Foodbank short of key supplies

Salvation Army Community Ministries manager David McKenzie and Foodbank co-ordinator Gail Geels are looking for community support to top up stocks. Photo: Brenda Harwood
Salvation Army Community Ministries manager David McKenzie and Foodbank co-ordinator Gail Geels are looking for community support to top up stocks. Photo: Brenda Harwood

Constant high demand from people in need has left the Salvation Army Foodbank scrambling to cover some basic food staples.

Salvation Army community ministries manager David McKenzie said the food gathered during the giant community can collection in December and other donations had been a great help.

‘‘Now some key items have run out, so we are having to buy them in,’’ he said.

Among these were cans of spaghetti, soups, canned vegetables, chick peas and kidney beans.

Toiletries such as toothpaste, toothbrushes, cakes of soap, shampoo and conditioner would also be welcome.

Foodbank co-ordinator Gail Geels is putting extra effort into working with people who come into the Salvation Army needing food, to look into other areas where they may need help.

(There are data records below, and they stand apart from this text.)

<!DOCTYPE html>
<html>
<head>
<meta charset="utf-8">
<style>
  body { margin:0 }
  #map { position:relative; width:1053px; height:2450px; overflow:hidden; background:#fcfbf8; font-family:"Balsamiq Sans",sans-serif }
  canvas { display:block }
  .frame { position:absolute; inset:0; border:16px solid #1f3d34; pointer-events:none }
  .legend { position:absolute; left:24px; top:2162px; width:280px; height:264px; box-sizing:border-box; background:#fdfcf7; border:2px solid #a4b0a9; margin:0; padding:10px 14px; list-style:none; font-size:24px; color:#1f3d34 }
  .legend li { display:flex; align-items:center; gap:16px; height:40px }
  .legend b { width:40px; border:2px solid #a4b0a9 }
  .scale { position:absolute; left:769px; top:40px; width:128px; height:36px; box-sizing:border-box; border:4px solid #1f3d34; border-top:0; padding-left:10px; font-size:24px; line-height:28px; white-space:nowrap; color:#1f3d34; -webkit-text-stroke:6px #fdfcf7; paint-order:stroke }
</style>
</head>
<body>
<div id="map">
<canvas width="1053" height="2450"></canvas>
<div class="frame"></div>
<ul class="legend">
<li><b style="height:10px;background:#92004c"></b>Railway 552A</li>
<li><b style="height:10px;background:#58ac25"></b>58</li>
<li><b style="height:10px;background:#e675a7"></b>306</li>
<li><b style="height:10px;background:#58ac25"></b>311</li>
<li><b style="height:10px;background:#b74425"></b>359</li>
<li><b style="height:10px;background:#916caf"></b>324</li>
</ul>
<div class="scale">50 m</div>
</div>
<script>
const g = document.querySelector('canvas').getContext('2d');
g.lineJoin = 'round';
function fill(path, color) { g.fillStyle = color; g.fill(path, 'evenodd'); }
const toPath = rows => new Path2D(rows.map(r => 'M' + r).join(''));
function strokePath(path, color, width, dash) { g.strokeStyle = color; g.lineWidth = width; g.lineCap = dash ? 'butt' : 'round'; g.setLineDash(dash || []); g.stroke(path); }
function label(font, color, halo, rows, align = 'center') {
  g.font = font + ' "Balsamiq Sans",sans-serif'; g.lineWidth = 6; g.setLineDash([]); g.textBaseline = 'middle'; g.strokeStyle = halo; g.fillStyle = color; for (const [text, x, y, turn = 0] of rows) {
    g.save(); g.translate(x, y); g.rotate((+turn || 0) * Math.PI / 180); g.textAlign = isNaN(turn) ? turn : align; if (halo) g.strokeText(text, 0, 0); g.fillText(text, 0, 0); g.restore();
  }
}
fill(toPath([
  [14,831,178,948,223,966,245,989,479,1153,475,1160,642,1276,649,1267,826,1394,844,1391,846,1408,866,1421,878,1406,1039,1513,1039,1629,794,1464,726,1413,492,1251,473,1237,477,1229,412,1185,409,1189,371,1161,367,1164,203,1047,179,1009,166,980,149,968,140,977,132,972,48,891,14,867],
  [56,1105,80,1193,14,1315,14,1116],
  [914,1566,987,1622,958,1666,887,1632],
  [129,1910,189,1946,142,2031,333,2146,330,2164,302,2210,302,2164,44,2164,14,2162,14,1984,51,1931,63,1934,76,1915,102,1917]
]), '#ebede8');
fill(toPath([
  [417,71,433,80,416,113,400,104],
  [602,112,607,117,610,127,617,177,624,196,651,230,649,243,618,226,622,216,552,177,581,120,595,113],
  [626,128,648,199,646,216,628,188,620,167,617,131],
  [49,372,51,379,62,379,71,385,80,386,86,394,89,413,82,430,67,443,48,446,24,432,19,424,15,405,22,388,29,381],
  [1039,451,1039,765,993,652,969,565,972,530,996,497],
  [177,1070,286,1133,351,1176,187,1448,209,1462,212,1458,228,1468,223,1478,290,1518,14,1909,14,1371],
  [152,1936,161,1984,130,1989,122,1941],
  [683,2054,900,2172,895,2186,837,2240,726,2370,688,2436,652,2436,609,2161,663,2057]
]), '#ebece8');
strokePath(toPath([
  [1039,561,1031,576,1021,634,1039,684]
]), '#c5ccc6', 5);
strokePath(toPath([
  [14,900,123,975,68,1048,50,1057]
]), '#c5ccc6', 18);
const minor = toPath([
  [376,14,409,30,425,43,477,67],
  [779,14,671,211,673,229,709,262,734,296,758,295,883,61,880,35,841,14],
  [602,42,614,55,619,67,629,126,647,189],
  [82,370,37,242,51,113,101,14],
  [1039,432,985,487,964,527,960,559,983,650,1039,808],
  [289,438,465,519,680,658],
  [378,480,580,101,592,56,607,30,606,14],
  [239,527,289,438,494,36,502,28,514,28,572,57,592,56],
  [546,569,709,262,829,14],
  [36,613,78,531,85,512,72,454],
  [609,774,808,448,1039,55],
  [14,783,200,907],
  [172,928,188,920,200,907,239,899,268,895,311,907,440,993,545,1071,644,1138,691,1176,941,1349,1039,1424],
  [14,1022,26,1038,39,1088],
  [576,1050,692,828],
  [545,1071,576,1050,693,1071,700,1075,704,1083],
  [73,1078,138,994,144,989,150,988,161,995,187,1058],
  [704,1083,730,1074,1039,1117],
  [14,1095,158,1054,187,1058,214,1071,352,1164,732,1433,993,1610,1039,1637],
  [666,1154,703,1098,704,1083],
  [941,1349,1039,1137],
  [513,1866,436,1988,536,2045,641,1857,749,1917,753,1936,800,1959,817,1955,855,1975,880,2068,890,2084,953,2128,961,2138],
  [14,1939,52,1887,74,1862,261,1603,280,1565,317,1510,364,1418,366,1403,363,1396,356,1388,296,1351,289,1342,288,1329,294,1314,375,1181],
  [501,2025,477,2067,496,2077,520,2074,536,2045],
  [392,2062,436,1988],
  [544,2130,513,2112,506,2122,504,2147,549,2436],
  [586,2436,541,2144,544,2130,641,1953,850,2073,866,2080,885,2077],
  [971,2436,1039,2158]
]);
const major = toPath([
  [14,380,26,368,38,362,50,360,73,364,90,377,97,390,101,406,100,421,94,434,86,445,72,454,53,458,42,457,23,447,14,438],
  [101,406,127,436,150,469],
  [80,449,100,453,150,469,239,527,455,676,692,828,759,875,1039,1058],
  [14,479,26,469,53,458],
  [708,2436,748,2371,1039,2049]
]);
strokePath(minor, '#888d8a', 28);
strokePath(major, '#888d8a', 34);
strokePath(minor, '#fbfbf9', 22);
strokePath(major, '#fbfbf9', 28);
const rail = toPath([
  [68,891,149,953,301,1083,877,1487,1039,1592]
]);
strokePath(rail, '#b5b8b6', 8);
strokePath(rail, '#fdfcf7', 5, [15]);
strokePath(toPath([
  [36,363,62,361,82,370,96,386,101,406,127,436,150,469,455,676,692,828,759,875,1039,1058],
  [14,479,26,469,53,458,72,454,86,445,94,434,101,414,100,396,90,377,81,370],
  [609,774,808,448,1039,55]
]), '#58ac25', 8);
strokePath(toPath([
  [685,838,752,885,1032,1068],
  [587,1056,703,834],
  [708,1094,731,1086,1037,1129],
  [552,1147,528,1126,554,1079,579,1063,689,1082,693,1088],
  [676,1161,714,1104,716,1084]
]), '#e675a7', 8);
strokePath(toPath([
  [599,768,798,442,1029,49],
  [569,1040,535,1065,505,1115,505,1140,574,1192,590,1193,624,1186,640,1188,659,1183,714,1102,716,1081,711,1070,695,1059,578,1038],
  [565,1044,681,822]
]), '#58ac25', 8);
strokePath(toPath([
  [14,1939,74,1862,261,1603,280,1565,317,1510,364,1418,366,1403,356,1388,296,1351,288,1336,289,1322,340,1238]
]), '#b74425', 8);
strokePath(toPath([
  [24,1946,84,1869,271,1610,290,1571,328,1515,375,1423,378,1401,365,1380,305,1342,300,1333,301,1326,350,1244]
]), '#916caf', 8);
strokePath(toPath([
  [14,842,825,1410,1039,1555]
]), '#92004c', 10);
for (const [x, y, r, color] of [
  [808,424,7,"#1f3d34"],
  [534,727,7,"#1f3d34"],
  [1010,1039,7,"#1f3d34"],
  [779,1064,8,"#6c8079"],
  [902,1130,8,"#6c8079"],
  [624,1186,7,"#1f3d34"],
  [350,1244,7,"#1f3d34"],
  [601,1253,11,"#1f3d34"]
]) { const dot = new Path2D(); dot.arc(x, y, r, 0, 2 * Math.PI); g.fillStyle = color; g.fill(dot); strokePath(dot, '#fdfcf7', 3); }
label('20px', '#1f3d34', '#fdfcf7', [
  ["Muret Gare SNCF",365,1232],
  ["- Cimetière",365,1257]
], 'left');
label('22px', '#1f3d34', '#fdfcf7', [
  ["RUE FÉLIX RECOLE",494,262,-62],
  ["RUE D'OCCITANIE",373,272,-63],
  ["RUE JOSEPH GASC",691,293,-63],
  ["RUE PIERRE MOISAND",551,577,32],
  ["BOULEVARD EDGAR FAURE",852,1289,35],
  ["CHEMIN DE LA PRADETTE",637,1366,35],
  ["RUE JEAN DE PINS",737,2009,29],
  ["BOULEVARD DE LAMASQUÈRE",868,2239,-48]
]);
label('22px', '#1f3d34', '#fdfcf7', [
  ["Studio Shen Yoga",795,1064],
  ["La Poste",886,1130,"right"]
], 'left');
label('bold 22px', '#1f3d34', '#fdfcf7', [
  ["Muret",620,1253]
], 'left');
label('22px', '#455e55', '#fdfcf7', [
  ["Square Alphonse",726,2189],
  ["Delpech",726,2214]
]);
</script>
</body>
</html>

‘‘The food is the most important need, but we are also finding people who are receiving inappropriate benefits are missing out on allowances. Or [those] who have issues with documentation and filling out forms,’’ Mrs Geels said.

‘‘So, during the process of providing people with food parcels, we are able to stop and look a little more closely at what can be done to help them,’’ she said.

Mr McKenzie said the Government’s extra winter energy payment for people on benefits, and increased family tax credit entitlements, was unfortunately being counteracted by the increased price of housing.

‘‘Housing is becoming an issue of major concern for many people,’’ he said.

The Salvation Army Foodbank received about 60 referrals each week for food parcels, for people who were not only beneficiaries, but also working people on low incomes and seasonal contractors.

The organisation worked closely with other Dunedin social sector groups which were all seeing people in similar difficult circumstances, he said.

The Watties Cans for Good programme will begin next month.

The programme, from August 13-24, invites kindergartens and schools nationwide to collect cans for Salvation Army foodbanks in order to restock shelves.

The goal this year is to collectively contribute more than 110,000 cans.